La Coccinelle des livres

Kentukis

Livre écrit par : Samanta Schweblin Maison d’édition : Gallimard Nombre de pages : 272
Chronique créée le 14/01/2023 0 commentaire

4e de couverture


Le phénomène se propage rapidement aux quatre coins de la planète. On les appelle « kentukis » et tout le monde en parle, tout le monde veut en avoir un. Souris, corbeau, dragon, lapin : ce sont des animaux en peluche apparemment mignons et inoffensifs qui errent dans les différentes pièces de la maison. En réalité, il s’agit de robots avec des caméras incorporées à la place des yeux, et des roues pour se déplacer. Ils sont connectés au hasard à un utilisateur anonyme qui a acheté le droit de les habiter, et qui peut se trouver n’importe où sur la planète.

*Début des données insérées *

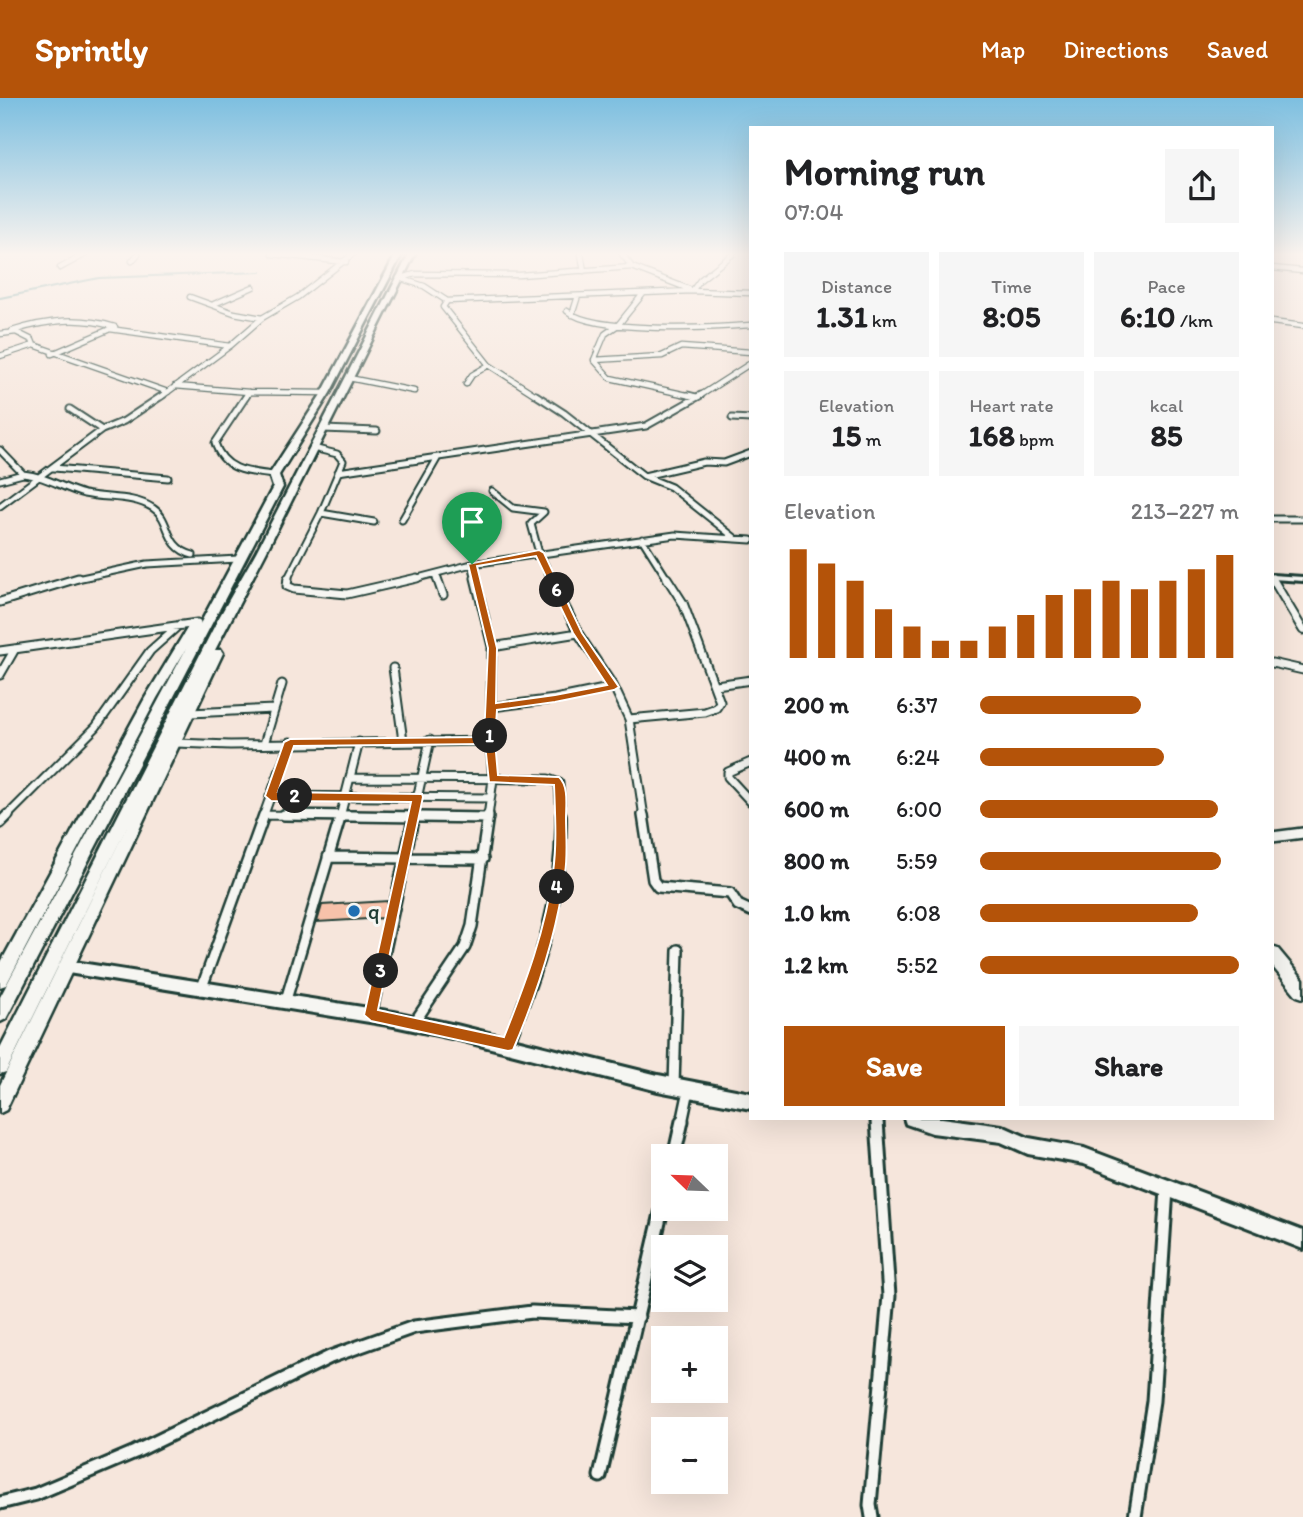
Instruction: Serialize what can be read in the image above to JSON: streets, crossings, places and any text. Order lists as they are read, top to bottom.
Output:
{
  "places": ["q"],
  "north": "top left",
  "page": {
    "header": "Sprintly",
    "nav": ["Map", "Directions", "Saved"],
    "heading": ["Morning run", "07:04"],
    "stats": [
      ["Distance", "1.31 km"],
      ["Time", "8:05"],
      ["Pace", "6:10 /km"],
      ["Elevation", "15 m"],
      ["Heart rate", "168 bpm"],
      ["kcal", "85"]
    ],
    "chart": ["Elevation", "213–227 m"],
    "pins": [
      "6",
      "1",
      "2",
      "4",
      "3"
    ],
    "list": [
      {
        "name": "200 m",
        "note": "6:37"
      },
      {
        "name": "400 m",
        "note": "6:24"
      },
      {
        "name": "600 m",
        "note": "6:00"
      },
      {
        "name": "800 m",
        "note": "5:59"
      },
      {
        "name": "1.0 km",
        "note": "6:08"
      },
      {
        "name": "1.2 km",
        "note": "5:52"
      }
    ],
    "buttons": ["Save", "Share"],
    "map_buttons": ["+", "−"]
  }
}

Voilà pourquoi ils ne sont jamais complètement inoffensifs : ils scrutent, ils bougent et ils interviennent dans la vie d’une autre personne.
Ainsi, une retraitée de Lima peut suivre la vie d’une adolescente allemande et se réjouir ou s’inquiéter pour son sort ; un garçon de Guatemala peut se lancer dans une aventure en Norvège et voir la neige pour la première fois ; ou bien, un Italien, père fraichement divorcé, peut combler le vide laissé par son ex-femme. Les possibilités sont infinies et pas toujours très claires : outre la curiosité et la tendresse, le nouveau dispositif déchaîne de nouvelles formes de voyeurisme, d’obsession, de sexualité et de danger.
Par un langage et un imaginaire que l’on compare à ceux de Shirley Jackson et David Lynch, Samanta Schweblin transporte le lecteur dans une atmosphère hypnotique, aux frontières du thriller et de la science-fiction, nous offrant une histoire surprenante, sans point mort et radicalement contemporaine.

Un roman terriblement addictif dont je n’ai fait qu’une bouchée !

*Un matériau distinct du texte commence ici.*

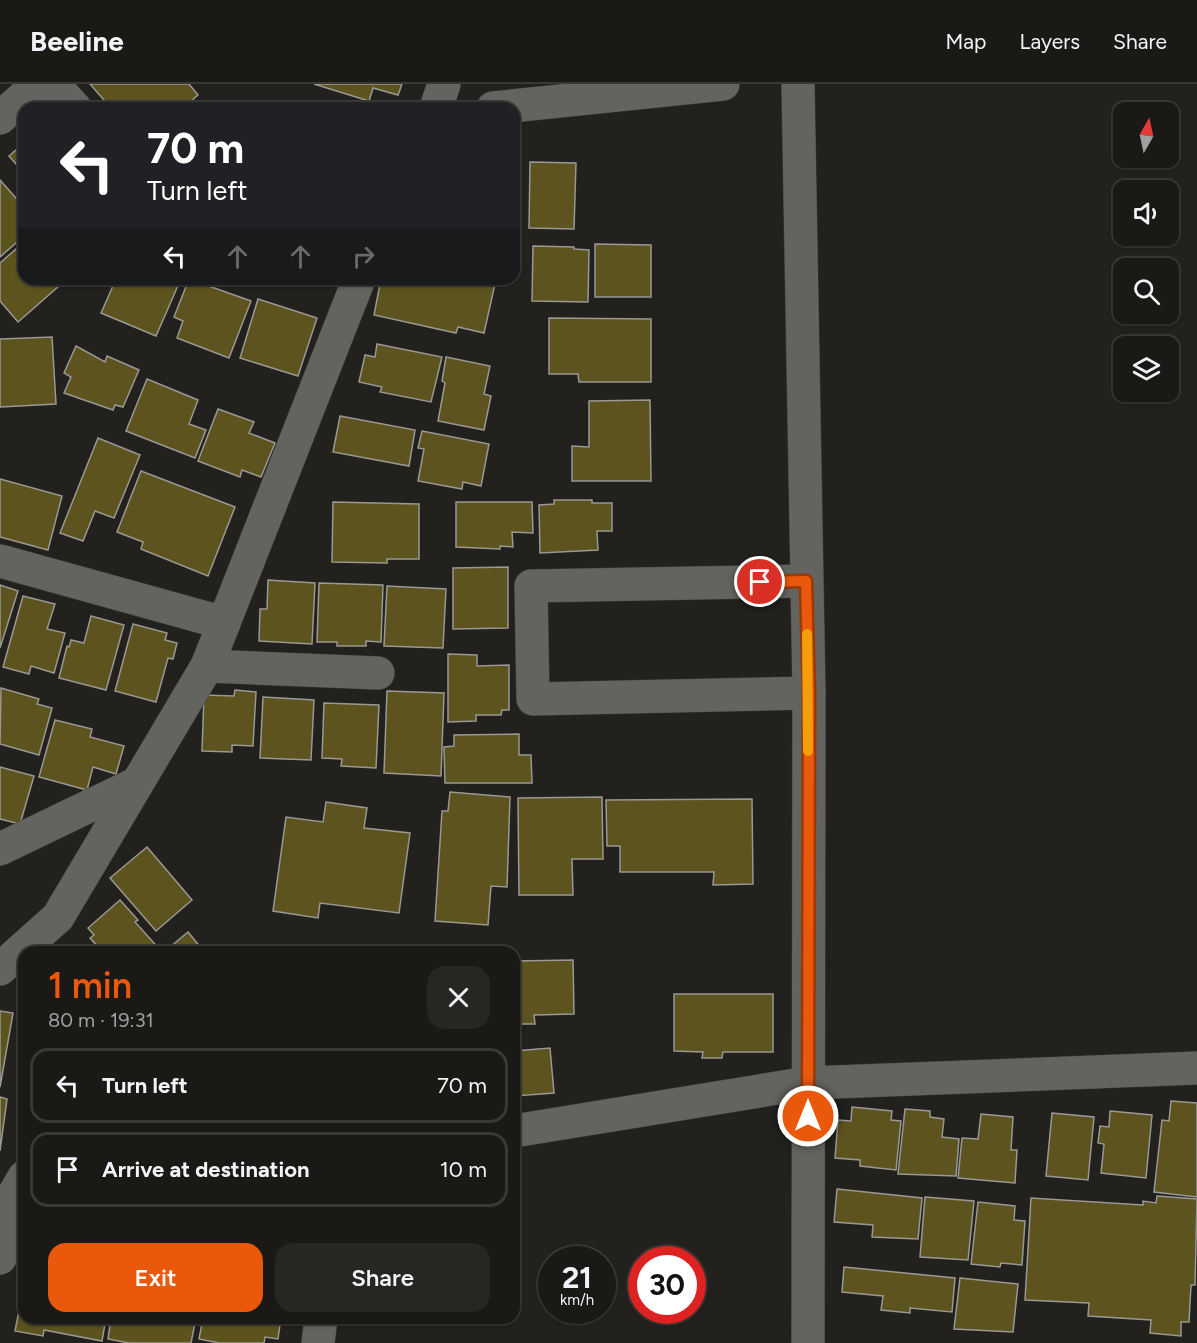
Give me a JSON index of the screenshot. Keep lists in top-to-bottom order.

Avoir ou être, c’est un sacré dilemme qui peut devenir un cadeau empoisonné dans un sens comme dans l’autre.

Imaginez un monde futuriste (quoi que) où les êtres pourraient choisir d’avoir un Kentukis, entendez par là, une peluche de 30 cm munie d’une caméra et d’une carte de données. Derrière cette peluche se cache n’importe qui. Un enfant du divorce italien, une retraitée de Lima, une jeune femme allemande . D’Italie, du Japon, de la France, de Calcutta, quelqu’un vous regarde, vous suit à la trace, épie vos moindres faits et gestes.
Mais vous pouvez aussi choisir d’être un Kentukis. D’être l’anonyme qui regarde et assoiffe sa curiosité. Imaginez alors pour l’enfant du Guatemala la magie que pourrait procurer la vision d’un paysage enneigé en Norvège. Quand tout se déroule sans encombre… sinon vous voilà immergé dans un hospice et advienne que pourra…

Bien loin de ma zone de confort, ce roman aux frontières du thriller et de la science-fiction m’a passionnée du début à la fin. Car il soulève de multiples réflexions sociétaires et existentielles. Dans un monde de plus en plus seul, jusqu’où sommes nous prêts à aller pour vivre sa vie à travers celles d’autrui.

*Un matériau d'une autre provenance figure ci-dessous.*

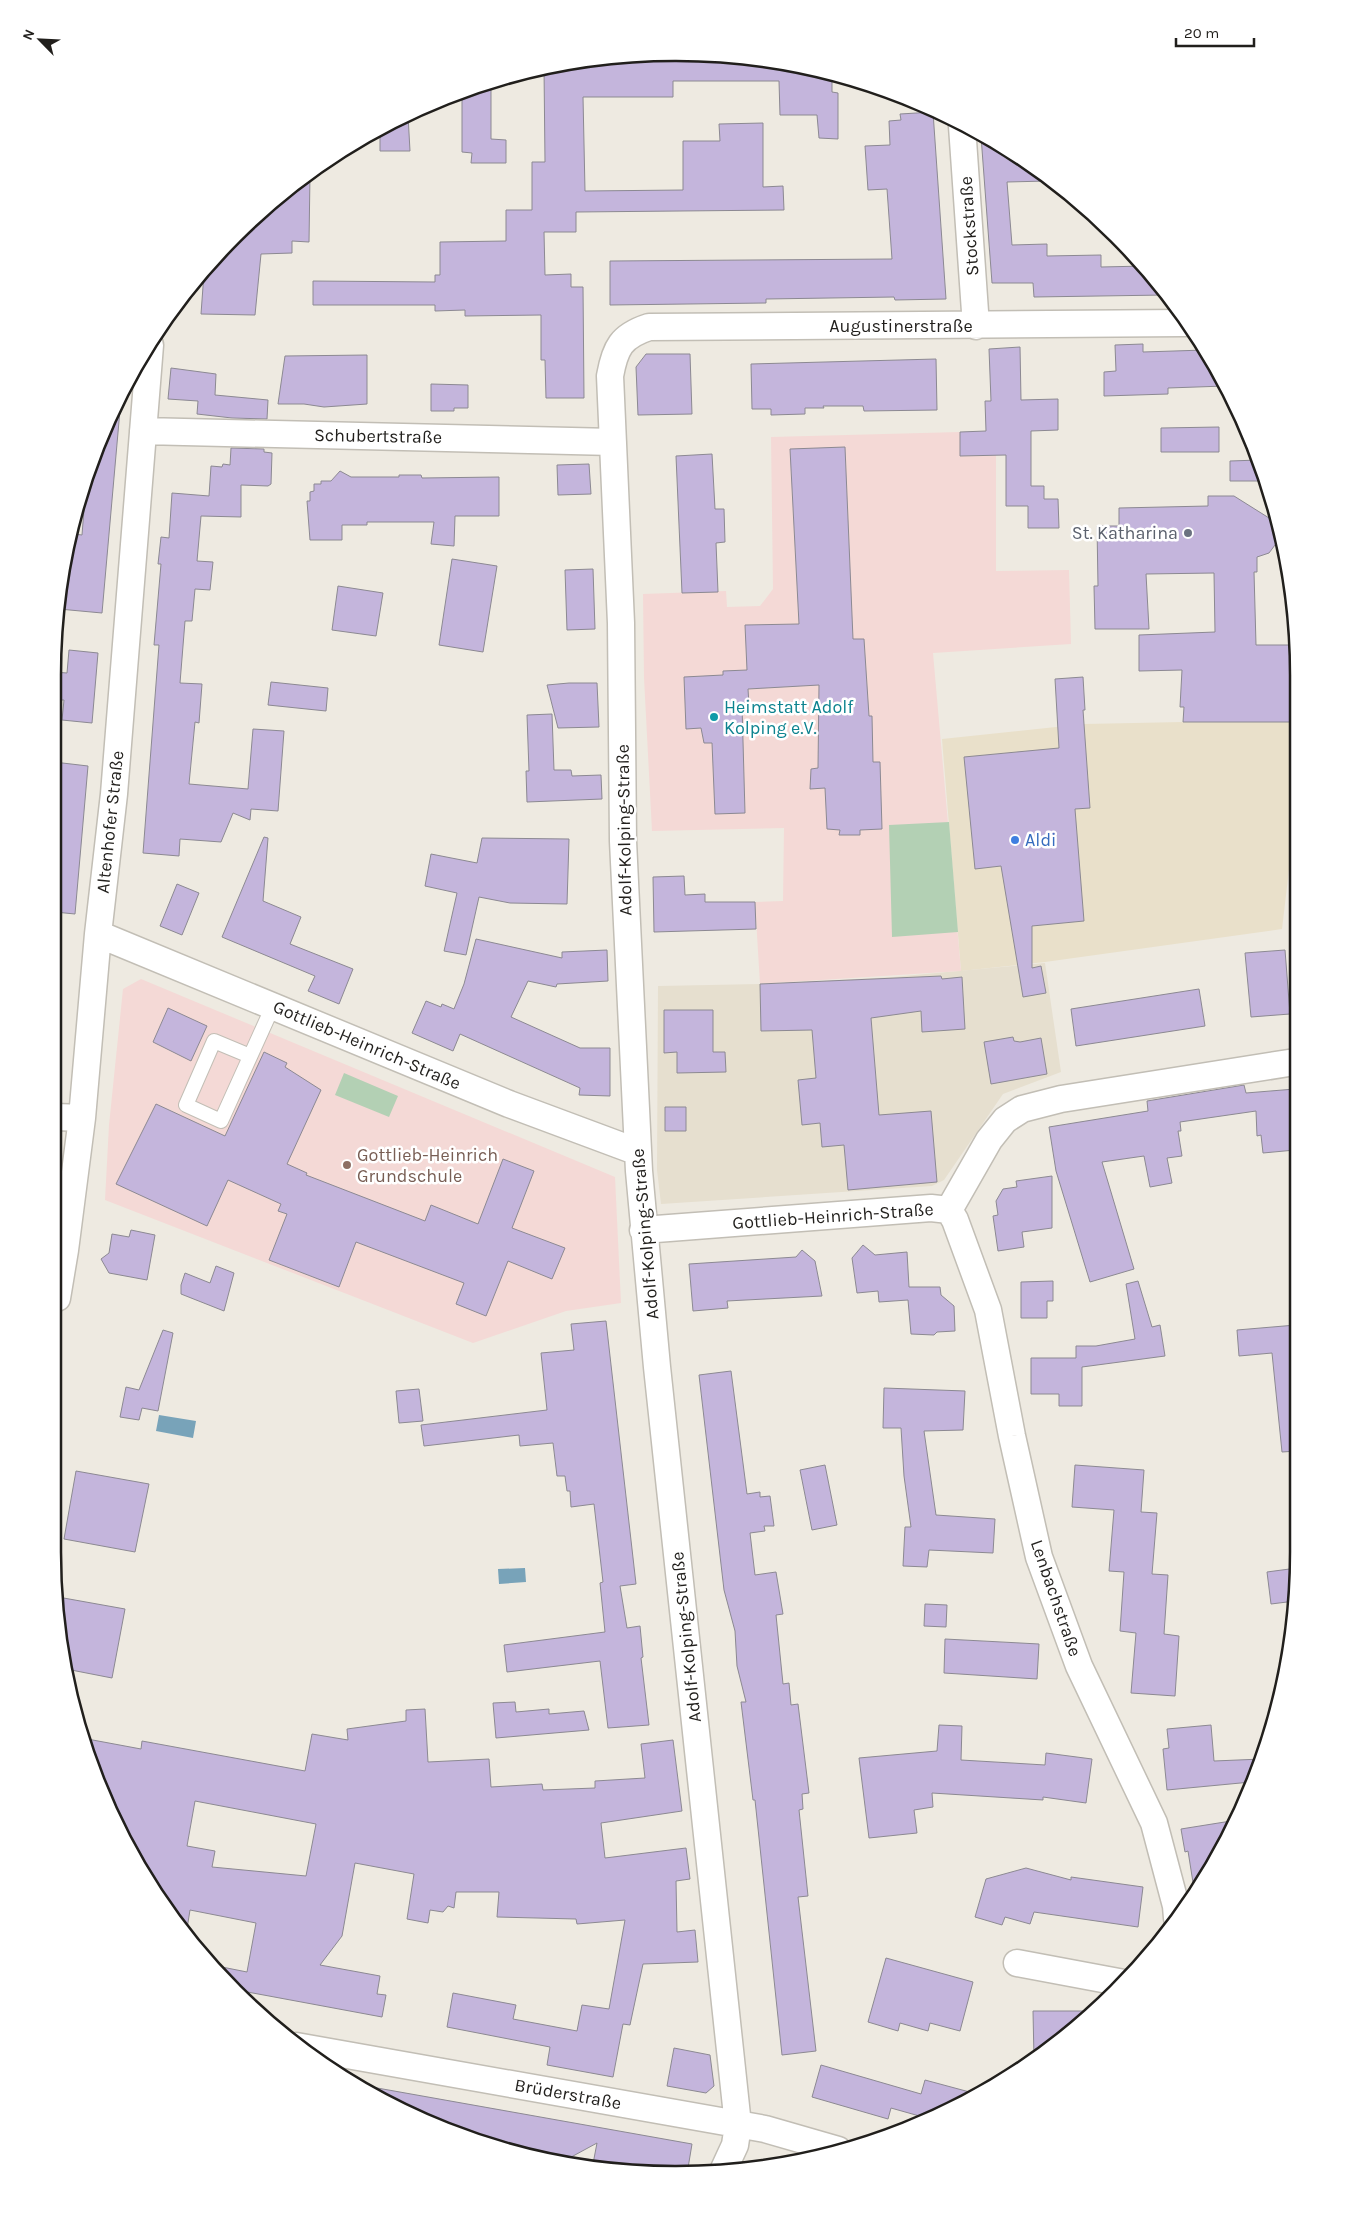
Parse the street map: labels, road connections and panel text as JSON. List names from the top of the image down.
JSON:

Aucun temps mort dans ce livre que j’ai dévoré d’une traite qui pousse le lecteur au plus près de l’intime, dans un réalisme à coupé le souffle, autant aventurier, émouvant, interpelant, drôle, effrayant. Une palette émotionnelle complète qui se rejoint pour former sens et offrir un roman des plus haletants, captivants, questionnants et imaginatifs rarement lus jusqu’à l’heure.